Patrick Stewart discusses his experience as a child in violent home
Thanks to Jeremy S. for the heads-up. The video is here. What an incredibly moving video. Clearly this man is very deeply traumatized in multiple ways. Those of you with a clinical background are certain to catch on to these ways.
What bowls me over about him is his courage in discussing publicly what happened to him. At his age, undoubtedly even after many years of therapy, he will never be over what happened to him.

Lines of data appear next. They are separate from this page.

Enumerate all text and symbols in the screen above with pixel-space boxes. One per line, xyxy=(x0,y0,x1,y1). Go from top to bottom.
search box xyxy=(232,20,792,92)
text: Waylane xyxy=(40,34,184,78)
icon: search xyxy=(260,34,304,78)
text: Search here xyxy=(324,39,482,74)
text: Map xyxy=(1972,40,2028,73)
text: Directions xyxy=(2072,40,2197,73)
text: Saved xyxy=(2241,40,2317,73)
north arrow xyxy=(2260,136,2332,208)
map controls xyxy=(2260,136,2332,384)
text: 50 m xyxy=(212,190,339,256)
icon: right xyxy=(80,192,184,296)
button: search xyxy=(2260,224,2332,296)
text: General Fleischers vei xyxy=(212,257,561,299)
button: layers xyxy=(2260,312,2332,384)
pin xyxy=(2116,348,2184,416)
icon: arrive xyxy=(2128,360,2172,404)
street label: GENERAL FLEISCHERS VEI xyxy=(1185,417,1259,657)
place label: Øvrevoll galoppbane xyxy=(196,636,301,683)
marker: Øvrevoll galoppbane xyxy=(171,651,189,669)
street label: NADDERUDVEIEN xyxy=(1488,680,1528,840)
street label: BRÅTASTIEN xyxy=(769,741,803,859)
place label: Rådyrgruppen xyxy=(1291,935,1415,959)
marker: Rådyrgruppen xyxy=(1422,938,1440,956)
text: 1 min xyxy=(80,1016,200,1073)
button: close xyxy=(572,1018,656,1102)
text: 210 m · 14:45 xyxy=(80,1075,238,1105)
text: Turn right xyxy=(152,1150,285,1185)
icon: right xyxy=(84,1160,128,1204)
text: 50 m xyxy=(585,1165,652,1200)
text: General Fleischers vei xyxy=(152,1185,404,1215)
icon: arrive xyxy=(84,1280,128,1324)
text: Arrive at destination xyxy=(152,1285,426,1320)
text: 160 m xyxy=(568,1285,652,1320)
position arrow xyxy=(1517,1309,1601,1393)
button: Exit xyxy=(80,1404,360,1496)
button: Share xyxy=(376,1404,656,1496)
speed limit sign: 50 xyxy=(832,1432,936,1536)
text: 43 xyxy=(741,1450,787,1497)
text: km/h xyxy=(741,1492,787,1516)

As for the topic, it is unlikely he will ever see that DV in its both mildest to worst forms, happens to men as well as women. Despite our urge as MRAs to get angry at him or men like him because we can clearly see that he is not acknowledging the whole truth about DV, nor how the sex role stereotypes that men are indoctrinated into and often forced into (for example, was his father drafted into the British Army?), contribute to the state his father got into - which is not at all to excuse his behavior - nonetheless, it is entirely praiseworthy that he acknowledge what happened to him as a boy and how it affected him. This is a large piece of the kind of work that men as individuals need to do - we cannot get over our own personal demons, whatever they be, if we do not have the courage to face them and strive to understand how they came into being, and how they affect us as individuals. It is the difference between living life on auto-pilot, like so many people do, and living it with self-awareness and thus, with purpose.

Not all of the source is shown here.